JAZZ, CLASSICAL MUSIC AND THE ARTS IN NEW YORK CITY

The Daedalus Quartet Open This Season’s Music Mondays on a High Note

Is this a golden age for string quartets? The program for this season’s opening night at Music Mondays quoted the New Yorker as saying that. Whatever the case, it’s definitely true at this upper westside free chamber music hotspot. The monthly series at Advent Church at 93rd and Broadway has pretty much reached critical mass, both in terms of audience and programming. On the bill this season: the Claremont Trio next month; the Calder Quartet in December; the Horszowski Trio in January, all the way through to New York’s premier gamelan orchestra, Gamelan Dharma Swara collaborating with NOW Ensemble.

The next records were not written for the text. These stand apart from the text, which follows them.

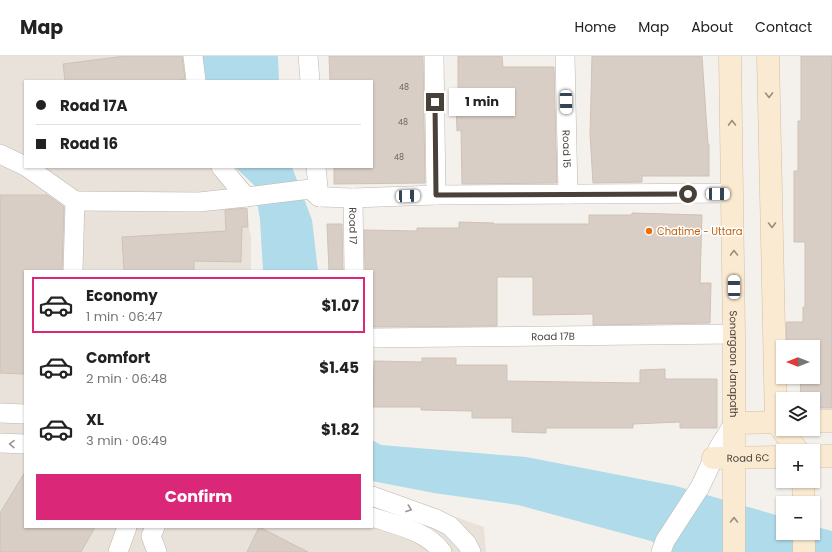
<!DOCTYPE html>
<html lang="en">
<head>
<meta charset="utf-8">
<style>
	:root { --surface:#fff; --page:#f2f2f2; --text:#222; --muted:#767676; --line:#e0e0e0; --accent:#db2777 }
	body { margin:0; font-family:Poppins,sans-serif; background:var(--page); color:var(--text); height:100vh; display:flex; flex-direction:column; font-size:15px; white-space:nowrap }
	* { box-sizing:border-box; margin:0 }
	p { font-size:13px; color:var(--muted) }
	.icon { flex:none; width:22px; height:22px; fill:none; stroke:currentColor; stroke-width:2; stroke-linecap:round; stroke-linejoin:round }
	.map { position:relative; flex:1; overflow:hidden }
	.drawer { position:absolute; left:24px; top:214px; width:349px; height:258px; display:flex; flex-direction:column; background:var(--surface); border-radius:0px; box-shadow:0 1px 3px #0004 }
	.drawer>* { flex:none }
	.banner { position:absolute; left:24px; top:24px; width:349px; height:88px; border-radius:0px; box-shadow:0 1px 3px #0004; display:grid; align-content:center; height:88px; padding:0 12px; background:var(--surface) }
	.needle { width:26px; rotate:270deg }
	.controls { position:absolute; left:776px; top:284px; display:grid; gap:8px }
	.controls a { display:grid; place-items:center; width:44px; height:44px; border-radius:0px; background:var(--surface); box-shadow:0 1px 3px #0004; font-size:20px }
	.end { position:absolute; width:18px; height:18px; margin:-9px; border:5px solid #48413a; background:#fff; box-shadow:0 0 0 2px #fff }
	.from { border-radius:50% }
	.bubble { position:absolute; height:28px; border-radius:0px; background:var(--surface); box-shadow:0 1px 3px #0004; font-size:13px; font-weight:700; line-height:28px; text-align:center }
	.car { position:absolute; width:12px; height:24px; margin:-12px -6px; border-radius:5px; box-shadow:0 0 3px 1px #0007; background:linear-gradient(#fff 24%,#345 0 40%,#fff 0 76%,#345 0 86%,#fff 0) }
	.banner b { display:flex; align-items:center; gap:14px; height:38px; font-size:15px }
	.banner b+b { border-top:1px solid var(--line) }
	.banner i { width:10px; height:10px; background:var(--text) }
	ul { padding:7px 0 0; list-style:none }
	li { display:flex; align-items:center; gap:12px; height:56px; margin:0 8px 6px; padding:0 4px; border:2px solid transparent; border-radius:0px }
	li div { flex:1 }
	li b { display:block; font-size:15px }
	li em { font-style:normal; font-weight:700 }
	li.active { border-color:var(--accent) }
	li>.icon { width:36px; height:36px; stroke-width:1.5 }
	.button { display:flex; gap:8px; margin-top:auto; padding:8px 12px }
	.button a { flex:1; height:46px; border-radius:0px; background:var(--accent); color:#fff; font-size:16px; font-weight:700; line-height:46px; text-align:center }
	header { display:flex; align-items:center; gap:24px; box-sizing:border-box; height:56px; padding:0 20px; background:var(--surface); border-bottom:1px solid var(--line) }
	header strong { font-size:19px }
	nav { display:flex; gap:22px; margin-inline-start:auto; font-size:14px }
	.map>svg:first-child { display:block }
	.residential { fill:#e8e2db }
	.water { fill:#afdbea }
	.building { fill:#d8cec5; stroke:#cfc2b6 }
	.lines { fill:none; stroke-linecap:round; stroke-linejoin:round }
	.street-casing { stroke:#bfb7af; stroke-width:20 }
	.secondary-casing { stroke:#d2bfa2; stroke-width:23 }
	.street { stroke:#fff; stroke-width:19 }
	.secondary { stroke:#faead1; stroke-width:22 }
	.oneway { stroke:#988d7e }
	.oneway2 { stroke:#9a9693 }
	.route { stroke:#48413a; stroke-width:5 }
	.food-dot { fill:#e8710a; stroke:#fff; stroke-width:1.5 }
	.labels { text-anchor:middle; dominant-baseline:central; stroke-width:3; stroke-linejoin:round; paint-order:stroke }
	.number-label { font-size:8px; fill:#6c645d }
	.street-label { font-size:10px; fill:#48413a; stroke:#fff }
	.food-label { font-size:10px; fill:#c56008; stroke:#fff; text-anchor:start }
</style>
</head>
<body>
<header>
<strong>Map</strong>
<nav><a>Home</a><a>Map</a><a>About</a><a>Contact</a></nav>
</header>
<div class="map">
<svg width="832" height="496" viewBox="0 0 832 496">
	<rect width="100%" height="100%" fill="#f4f1ec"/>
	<path class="residential" d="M0,0H206L212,25H25V111H233L251,180V215H25V471H372V432L484,471L486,496H0Z"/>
	<path class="water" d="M200,0H278L279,25H206Z
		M235,111H292L312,164L318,215H263L260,163L254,129Z
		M372,384L381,389L526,401L676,430L783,461V477H813V470L832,475V496H671L651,485L518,449L434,437L372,425Z"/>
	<path class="building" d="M125,0H182L185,23L176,25H65L63,8Z
		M329,0H423L425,127L334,128V111H372V25H330Z
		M458,0H502L503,11H554L557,127L462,128L461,74L457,75L456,46H458Z
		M592,0H702L708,88H709V120H642V126L593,127L590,78Z
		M801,0H832V352H813V343H801L800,321H813V291H787L786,266H803V251H805V186H794V115H798V65H801Z
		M0,139H47L64,151L62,215H25V318L0,317Z
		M247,152L248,171H242L241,206L194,205V215H124L122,181L226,175L225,154Z
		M632,157L702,159L700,227H711L710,267L593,269V258L533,259V221H497V270L372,271V215H365L364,174L417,175V172H459V166L494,167V168H589V159H632Z
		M327,168H342L343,215H329Z
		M422,302H456V309H507V325L640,327V314L665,313V323H717V372H680V366L633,368V372H546V377L512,376V362H472V355L421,354V351H373L374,305L422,306Z
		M25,416V471H95L81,496H0V457Z
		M259,471L308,496H247Z"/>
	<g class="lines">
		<defs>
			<g id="street">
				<path d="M193,0L196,25"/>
				<path d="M308,0L310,25"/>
				<path d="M434,0L436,139"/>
				<path id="s1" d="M565,0L568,138"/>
				<path d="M0,98L25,110"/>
				<path d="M27,111L75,145L73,215"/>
				<path id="s2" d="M316,111L319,141L353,142L354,215"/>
				<path d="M246,141L310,133L319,141"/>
				<path d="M353,142L436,139L733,137"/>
				<path d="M75,145L199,146L246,141L221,111"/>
				<path id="s3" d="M372,282L734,278"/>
				<path d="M0,357L25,358"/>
				<path d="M0,387L25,388"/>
				<path d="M372,440L436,463L450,470L467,488L471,496"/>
				<path d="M372,461C396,469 427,475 442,496"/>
				<path d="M155,471L151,480L157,496"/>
				<path d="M118,496L127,471"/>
				<path d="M661,496L665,485L700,431L719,391L734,367"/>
			</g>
			<g id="secondary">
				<path id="s4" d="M730,0L734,278V496"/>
				<path d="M768,0L776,366L798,395"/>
				<path d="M813,365H832"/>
				<path d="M734,367L783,366"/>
				<path d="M813,400H832"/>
				<path id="s5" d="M713,402L783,401"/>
				<path d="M803,425L804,447"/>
				<path d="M804,477V496"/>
			</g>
		</defs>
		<use href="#street" class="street-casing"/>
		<use href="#secondary" class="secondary-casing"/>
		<use href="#street" class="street"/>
		<use href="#secondary" class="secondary"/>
	</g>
	<defs><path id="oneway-chevron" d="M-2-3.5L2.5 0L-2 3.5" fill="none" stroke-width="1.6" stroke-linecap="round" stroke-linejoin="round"/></defs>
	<g class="oneway">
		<use href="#oneway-chevron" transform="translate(769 39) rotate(89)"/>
		<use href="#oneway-chevron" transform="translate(732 67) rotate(-91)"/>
		<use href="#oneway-chevron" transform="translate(772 169) rotate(89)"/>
		<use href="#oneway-chevron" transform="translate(734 197) rotate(-91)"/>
		<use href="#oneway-chevron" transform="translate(734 464) rotate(-90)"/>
	</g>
	<g class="oneway2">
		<use href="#oneway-chevron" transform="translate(12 388) rotate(-178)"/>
		<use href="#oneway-chevron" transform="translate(409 453) rotate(20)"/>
	</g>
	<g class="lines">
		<path class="route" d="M435,46L436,139L688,138"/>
	</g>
	<circle class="food-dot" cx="649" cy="175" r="4"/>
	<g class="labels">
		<g class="number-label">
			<text x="404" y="31">48</text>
			<text x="403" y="66">48</text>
			<text x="399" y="101">48</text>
		</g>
		<g class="street-label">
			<text stroke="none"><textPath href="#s1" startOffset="93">Road 15</textPath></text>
			<text stroke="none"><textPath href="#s2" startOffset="92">Road 17</textPath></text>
			<text stroke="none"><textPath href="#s3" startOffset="181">Road 17B</textPath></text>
			<text stroke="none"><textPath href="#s4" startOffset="308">Sonargaon Janapath</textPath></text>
			<text stroke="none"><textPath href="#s5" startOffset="35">Road 6C</textPath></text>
		</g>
		<g class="food-label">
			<text x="657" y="175">Chatime - Uttara</text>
		</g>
	</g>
</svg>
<div class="controls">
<a><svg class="needle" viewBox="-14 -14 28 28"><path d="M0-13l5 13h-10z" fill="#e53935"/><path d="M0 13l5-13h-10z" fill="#767676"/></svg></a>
<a><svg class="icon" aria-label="layers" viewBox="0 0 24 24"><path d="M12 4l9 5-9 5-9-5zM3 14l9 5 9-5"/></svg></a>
<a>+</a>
<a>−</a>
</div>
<i class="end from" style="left:688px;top:138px"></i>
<i class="end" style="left:435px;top:46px"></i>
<div class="bubble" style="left:449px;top:32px;width:66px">1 min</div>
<i class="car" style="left:566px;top:46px;rotate:179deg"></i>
<i class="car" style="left:718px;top:138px;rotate:90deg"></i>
<i class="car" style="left:408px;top:140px;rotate:88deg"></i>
<i class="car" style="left:734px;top:231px;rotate:359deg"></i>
<div class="banner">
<b><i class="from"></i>Road 17A</b>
<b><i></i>Road 16</b>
</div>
<section class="drawer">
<ul>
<li class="active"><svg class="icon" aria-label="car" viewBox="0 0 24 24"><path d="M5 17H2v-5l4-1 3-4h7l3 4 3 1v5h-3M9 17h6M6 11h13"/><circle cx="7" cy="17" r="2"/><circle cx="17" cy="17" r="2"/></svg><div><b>Economy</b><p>1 min · 06:47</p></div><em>$1.07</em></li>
<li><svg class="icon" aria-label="car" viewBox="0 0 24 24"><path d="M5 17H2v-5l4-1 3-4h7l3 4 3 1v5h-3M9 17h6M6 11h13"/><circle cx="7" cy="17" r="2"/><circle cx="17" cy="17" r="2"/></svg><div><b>Comfort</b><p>2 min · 06:48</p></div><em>$1.45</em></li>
<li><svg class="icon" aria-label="car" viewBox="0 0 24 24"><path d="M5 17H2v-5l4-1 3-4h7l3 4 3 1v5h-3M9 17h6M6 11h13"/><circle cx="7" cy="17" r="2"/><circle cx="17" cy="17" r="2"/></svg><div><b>XL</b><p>3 min · 06:49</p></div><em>$1.82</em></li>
</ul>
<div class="button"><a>Confirm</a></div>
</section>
</div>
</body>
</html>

This past Monday’s piece de resistance was George Perle’s 1988 Quartet No. 8, “Windows of Order,” played by the Daedalus Quartet. Cellist Thomas Kraines explained that the composer, while a “total 12-tone guy,” wrote the piece on a theme of order out of chaos. It would be reductionistic to describe it as modernist tonalities arranged in a classical architecture, but that’s part of it. The vibrantly dancing, distinct quality of the melody line gets subsumed in a harshness that absolutely refuses to resolve with any kind of traditional western consonance as it alternates among a series of movements that are interspersed among each other rather than following sequentially. And the ensemble had a ball with them, through the bracing rises and falls early on, violinists Min-Young Kim and Matilda Kaul and violist Jessica Thompson joining Kraines in livening the languid midsection with a raw, timbrally edgy bite and then romping through the cruel hints of a big Beethovesque finale.

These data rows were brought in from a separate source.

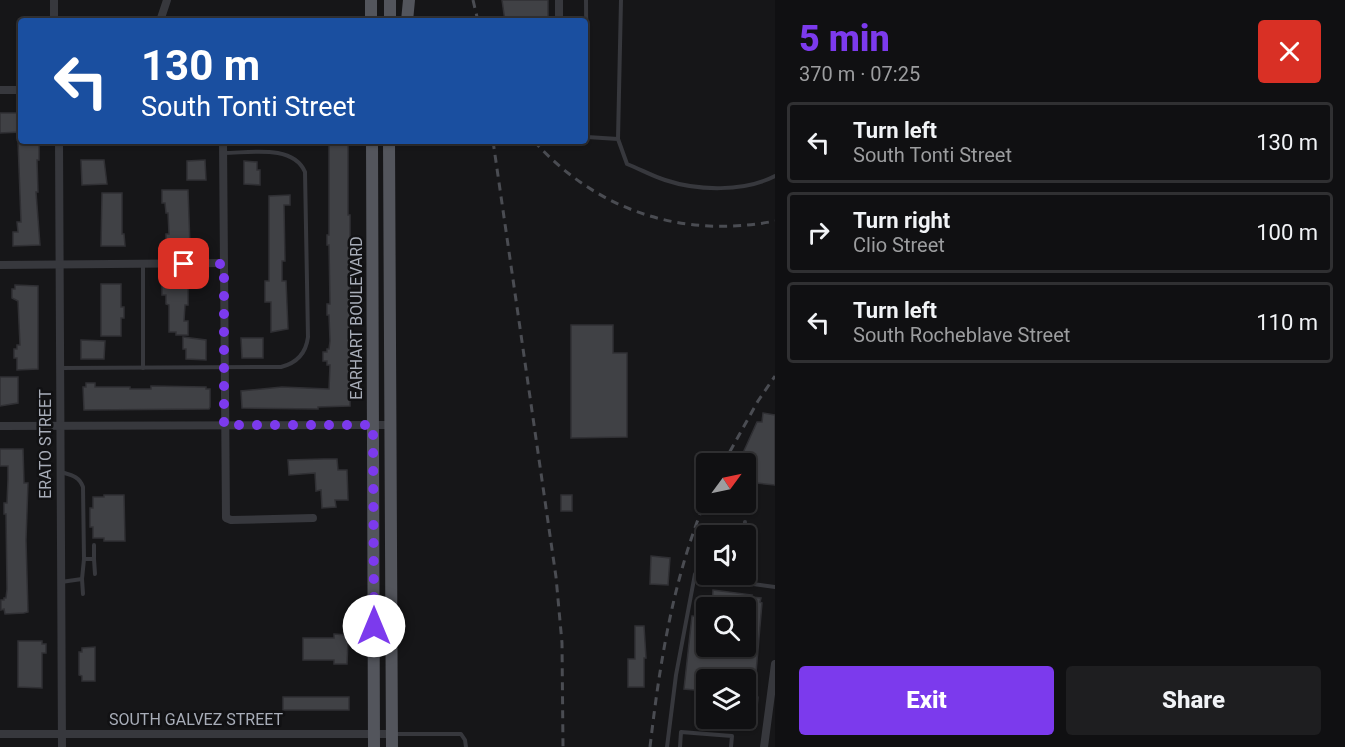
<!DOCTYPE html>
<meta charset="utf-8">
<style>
:root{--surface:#101012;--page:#1e1e20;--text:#f1f3f6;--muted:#9c9d9f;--line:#303032;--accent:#7c3aed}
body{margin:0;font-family:Roboto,sans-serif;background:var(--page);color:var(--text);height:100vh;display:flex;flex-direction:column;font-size:22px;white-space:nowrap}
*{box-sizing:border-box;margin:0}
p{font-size:20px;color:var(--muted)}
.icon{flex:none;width:33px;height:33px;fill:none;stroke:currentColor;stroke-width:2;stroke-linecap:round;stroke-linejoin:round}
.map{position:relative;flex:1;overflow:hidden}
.drawer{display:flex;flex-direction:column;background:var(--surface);width:570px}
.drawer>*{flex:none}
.banner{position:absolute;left:18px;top:18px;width:570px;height:126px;border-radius:6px;box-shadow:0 2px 4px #0004,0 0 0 2px var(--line);background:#1a4fa0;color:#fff;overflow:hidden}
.needle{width:39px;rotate:57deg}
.buttons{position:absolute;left:696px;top:453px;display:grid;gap:12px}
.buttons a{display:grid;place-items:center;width:60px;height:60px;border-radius:6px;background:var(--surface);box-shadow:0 2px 4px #0004,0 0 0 2px var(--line);font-size:30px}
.pin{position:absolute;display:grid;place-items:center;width:51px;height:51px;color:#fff;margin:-26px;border-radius:12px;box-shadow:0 3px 9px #0006}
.me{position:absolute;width:66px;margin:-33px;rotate:0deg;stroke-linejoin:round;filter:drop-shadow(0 0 4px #0008)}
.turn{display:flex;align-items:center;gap:21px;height:126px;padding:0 24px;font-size:27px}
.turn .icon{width:78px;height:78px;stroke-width:2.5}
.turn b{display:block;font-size:42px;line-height:51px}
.round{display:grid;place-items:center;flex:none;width:63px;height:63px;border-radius:6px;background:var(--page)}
.head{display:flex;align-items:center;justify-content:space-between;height:102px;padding:0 24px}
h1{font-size:36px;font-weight:800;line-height:45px;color:var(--accent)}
.button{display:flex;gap:12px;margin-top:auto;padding:12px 24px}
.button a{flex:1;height:69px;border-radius:6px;background:var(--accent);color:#fff;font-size:24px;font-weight:800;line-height:69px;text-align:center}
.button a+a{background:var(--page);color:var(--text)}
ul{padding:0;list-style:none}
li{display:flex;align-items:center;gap:18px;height:81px;margin:0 12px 9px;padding:0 12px;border:3px solid var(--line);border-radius:6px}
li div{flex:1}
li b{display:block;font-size:22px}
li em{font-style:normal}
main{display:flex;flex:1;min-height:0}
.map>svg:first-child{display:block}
.building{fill:#404145;stroke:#303034;stroke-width:1.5}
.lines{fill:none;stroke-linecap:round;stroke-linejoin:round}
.service{stroke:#37383d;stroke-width:4}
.minor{stroke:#37383d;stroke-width:8}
.primary{stroke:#53555c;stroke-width:12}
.rail{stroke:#4a4c52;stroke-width:3;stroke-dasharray:8 6;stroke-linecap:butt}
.route{stroke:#7c3aed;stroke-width:10;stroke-dasharray:0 18}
.labels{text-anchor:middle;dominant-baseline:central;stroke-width:5;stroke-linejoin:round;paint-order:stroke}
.street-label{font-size:16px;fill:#a8adb8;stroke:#111113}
</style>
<main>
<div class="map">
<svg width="775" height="747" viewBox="0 0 775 747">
<rect width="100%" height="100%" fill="#161618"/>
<g class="building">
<polygon points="502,0 548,0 548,21 505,21"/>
<polygon points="0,113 21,113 21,132 0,133"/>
<polygon points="18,141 39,141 39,160 37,160 38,192 36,192 40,245 13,246 13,232 18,232 17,222 21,222"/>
<polygon points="329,141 348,141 348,215 350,215 350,406 318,407 318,409 242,408 241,391 282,387 329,389 330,365 327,365 327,361 323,361 323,352 327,352 327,349 329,349 330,341 329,315 327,315 327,304 330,304 329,245 327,245 327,235 329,235"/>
<polygon points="81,160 104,160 107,184 82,185"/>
<polygon points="205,160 206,180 187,180 187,161"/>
<polygon points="244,161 257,162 257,170 260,170 260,185 244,184"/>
<polygon points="162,190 188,190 190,246 166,246 166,234 169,234 168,213 166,213 165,203 162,203"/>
<polygon points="102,193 122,193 122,234 124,234 125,246 101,246"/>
<polygon points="290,195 290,205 284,205 285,261 282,261 282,281 286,281 288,329 271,332 271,302 265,302 265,281 269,281 269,196"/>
<polygon points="101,284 121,284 121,307 124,307 124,318 121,318 121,336 101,336"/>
<polygon points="15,285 38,286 38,369 17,370 17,358 14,358 14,349 17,349 17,345 20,345 18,301 12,298 12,289 15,289"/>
<polygon points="188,285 188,305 185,305 184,321 188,321 188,335 176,335 176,332 169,332 169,305 166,304 166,295 162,295 162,286"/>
<polygon points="571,325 613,325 613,353 627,353 627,437 571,438"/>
<polygon points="183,337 206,340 206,360 186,359 186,349 183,349"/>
<polygon points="241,338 263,338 263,358 242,358"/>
<polygon points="81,340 105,341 104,359 81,359"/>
<polygon points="0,377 18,377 18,403 0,406"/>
<polygon points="86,383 95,383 95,387 130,387 130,389 151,389 151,386 206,387 206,389 210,389 210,407 209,409 84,410 83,387 86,387"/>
<polygon points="763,413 775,415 775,485 746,482 746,464 738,464 757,422 762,422"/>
<polygon points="0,449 23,449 24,483 28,483 26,540 28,612 24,613 5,614 4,609 1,610 1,600 4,600 4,598 6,598 7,589 6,514 4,514 4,503 7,503 8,479 8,466 0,466"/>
<polygon points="323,459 337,459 338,470 347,470 348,500 335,500 336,507 322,508 321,490 316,491 315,473 289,475 288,460"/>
<polygon points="104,495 124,495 125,541 104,541 104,538 93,538 93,527 90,527 90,508 93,508 93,497 104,497"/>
<rect x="561" y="495" width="11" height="16"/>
<polygon points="651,556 670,558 668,585 650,584"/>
<polygon points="713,590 752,595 751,597 761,598 760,602 762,603 754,696 758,697 755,727 746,726 746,680 706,680 706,691 684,689 692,616 706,617 706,646 746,646 746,608 712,608"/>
<polygon points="635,626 644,626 646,658 644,658 644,687 628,687 628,659 635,659"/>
<polygon points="334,634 347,635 347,641 348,641 347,664 334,664 334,660 303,660 303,638 334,638"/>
<polygon points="18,641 42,641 42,644 46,644 46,653 42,653 42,688 18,687"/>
<polygon points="95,647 95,681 82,681 82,676 79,675 79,652 82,652 82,648"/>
<rect x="283" y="697" width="66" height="13"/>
</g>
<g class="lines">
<g class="service">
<path d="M 586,0 L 587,137 L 618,139 L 627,164 C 640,169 652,176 665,180 C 698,191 744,192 775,176"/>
<polyline points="618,139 621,0"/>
<path d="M 60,368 L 281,367 C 297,363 306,353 308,337 L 305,172 C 293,144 249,153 224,153"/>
<polyline points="143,368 143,265"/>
<path d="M 61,472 C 71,475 79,476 83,487 L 84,559 L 82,579 L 61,582"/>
<polyline points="744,536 745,522"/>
<polyline points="84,559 94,559 94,545"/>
<polyline points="94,559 95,574"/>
<polyline points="739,574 738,582 775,587"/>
<polyline points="82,579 83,594"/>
<polyline points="395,734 461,734 465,740 466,747"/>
<polyline points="667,747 676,675 695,574 738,582"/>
<polyline points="680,747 681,732 732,736 731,747"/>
</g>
<g class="minor">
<polyline points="54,0 54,21"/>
<polyline points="559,0 559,21"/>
<polyline points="160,21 167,0"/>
<polyline points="0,90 21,90"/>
<polyline points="59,141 62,747"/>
<polyline points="223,141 226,518 231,520 313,518"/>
<polyline points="0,265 224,263"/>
<polyline points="0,426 391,425"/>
<polyline points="0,734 392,734"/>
<polyline points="764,747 775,664"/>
</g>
<g class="primary">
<polyline points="371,0 371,21"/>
<polyline points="390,21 390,0"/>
<polyline points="407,21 409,0"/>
<polyline points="372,141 374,747"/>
<polyline points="389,141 392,747"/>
</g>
<g class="rail">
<polyline points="473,0 478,21"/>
<polyline points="493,141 556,577 562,643 563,747"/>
<path d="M 534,141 C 597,211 683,239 775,221"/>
<polyline points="723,464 758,401 775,376"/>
<path d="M 650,747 C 660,661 673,579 706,499"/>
</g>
</g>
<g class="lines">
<polyline class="route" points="184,264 224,264 224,425 373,425 374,626"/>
</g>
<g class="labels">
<g class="street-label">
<text transform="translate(356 318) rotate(-90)">EARHART BOULEVARD</text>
<text transform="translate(45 444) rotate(-90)">ERATO STREET</text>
<text x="196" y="719">SOUTH GALVEZ STREET</text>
</g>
</g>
</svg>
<div class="buttons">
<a><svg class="needle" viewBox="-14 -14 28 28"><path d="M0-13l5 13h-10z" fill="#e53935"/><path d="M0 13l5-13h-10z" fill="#9c9d9f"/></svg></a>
<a><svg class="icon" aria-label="sound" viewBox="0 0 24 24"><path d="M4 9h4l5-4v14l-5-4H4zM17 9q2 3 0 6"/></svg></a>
<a><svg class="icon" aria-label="search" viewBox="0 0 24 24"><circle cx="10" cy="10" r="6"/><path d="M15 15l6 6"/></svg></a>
<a><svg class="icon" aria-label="layers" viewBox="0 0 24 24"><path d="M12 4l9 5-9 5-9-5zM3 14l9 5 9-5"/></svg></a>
</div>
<div class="pin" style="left:184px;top:264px;background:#d93025"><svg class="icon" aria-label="arrive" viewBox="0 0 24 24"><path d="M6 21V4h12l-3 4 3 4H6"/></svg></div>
<svg class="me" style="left:374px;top:626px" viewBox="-20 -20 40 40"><circle r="19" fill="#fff"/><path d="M0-13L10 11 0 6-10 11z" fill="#7c3aed"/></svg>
<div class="banner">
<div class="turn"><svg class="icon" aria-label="left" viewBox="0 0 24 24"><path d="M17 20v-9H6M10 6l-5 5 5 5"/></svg><div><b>130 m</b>South Tonti Street</div></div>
</div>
</div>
<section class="drawer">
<div class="head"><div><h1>5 min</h1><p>370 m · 07:25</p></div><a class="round" style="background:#d93025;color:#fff"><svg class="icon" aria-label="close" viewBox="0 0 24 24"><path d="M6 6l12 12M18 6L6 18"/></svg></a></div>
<ul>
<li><svg class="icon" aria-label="left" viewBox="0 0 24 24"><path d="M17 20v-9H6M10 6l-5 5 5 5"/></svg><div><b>Turn left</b><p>South Tonti Street</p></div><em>130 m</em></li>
<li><svg class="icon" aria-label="right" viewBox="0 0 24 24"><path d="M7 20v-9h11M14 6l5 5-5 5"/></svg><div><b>Turn right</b><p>Clio Street</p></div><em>100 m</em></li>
<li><svg class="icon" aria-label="left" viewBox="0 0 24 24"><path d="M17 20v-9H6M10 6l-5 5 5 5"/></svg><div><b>Turn left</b><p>South Rocheblave Street</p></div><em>110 m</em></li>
</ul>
<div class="button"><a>Exit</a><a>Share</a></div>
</section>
</main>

They finally got to deliver a long one of those as they triumphantly wound up Dvorak’s Quartet No. 14 in A-flat Major, Op. 105. Their approach was to dig into its warm, courtly opening dance and give it some needed oomph, which hit the spot and worked well to set up the rich anthemics of the classic four-chord progression that drives the third movement: it’s a wonder no rock band has stolen it yet. Likewise, their performance of Mendelsssohn’s Quartet in E-flat Major, Op. 12 underscored both its ebullient power as well as its shift into darkness: after the lush, pillowy first movement, the piece follows a trajectory away from comfort that’s never regained. In this group’s hands, even the pageantry of the waltz that follows the opening had a restless tinge. All of this made an auspicious kickoff to what promises to be a tremendously entertaining season. The Claremont Trio is next up here, on October 15 at 7:30 PM, reception to follow.